Tra queste la nota sociologa, scrittrice e femminista Pınar Selek , che è costretta a vivere all’estero perché si trova al centro di una persecuzione giudiziaria che dura da 19 anni. Ma niente le ha tolto la preziosa voce di analisi delle dinamiche sociali che attraversano il paese. Selek, che è membro P.E.N, fu arrestata nel 1998, mentre stava svolgendo una ricerca sui motivi che avevano spinto il PKK (Partito dei lavoratori del Kurdistan) a optare per la lotta armata, e fu accusata di aver fatto esplodere una bomba nel cuore di Istanbul. La studiosa è stata rilasciata, assolta ben quattro volte – l’ultima nel 2014 – ma lo scorso gennaio la procura turca ha riaperto il caso per l’ennesima volta, ripresentando prove già ampiamente confutate e dimostrando un particolare accanimento nei suoi confronti.

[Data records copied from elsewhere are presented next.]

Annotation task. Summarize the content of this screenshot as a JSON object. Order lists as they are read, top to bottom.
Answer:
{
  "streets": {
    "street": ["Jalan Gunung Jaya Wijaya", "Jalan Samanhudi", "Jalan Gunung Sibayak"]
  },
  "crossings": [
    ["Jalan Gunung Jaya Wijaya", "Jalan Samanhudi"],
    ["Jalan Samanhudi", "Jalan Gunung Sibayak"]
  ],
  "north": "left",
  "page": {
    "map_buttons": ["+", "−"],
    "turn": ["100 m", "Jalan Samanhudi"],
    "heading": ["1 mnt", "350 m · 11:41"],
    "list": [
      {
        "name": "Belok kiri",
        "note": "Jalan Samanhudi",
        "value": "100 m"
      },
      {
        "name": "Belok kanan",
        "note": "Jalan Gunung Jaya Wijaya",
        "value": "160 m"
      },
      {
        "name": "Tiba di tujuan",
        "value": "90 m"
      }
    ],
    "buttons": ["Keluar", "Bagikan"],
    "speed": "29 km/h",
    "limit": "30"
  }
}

Le misure messe in atto da Ankara all’interno dello stato d’emergenza stanno sconvolgendo la vita di molte donne. Nuriye Gülmen è una ex docente all’Università di Konya. Licenziata – come decine di altre colleghe – sull’onda delle purghe in atto nel mondo accademico turco, in seguito al tentato colpo di stato del 15 Luglio, Gülmen tiene un piccolo sit-in di protesta ogni giorno ad Ankara, per riavere il proprio posto. Finora è stata fermata e rilasciata più di trenta volte.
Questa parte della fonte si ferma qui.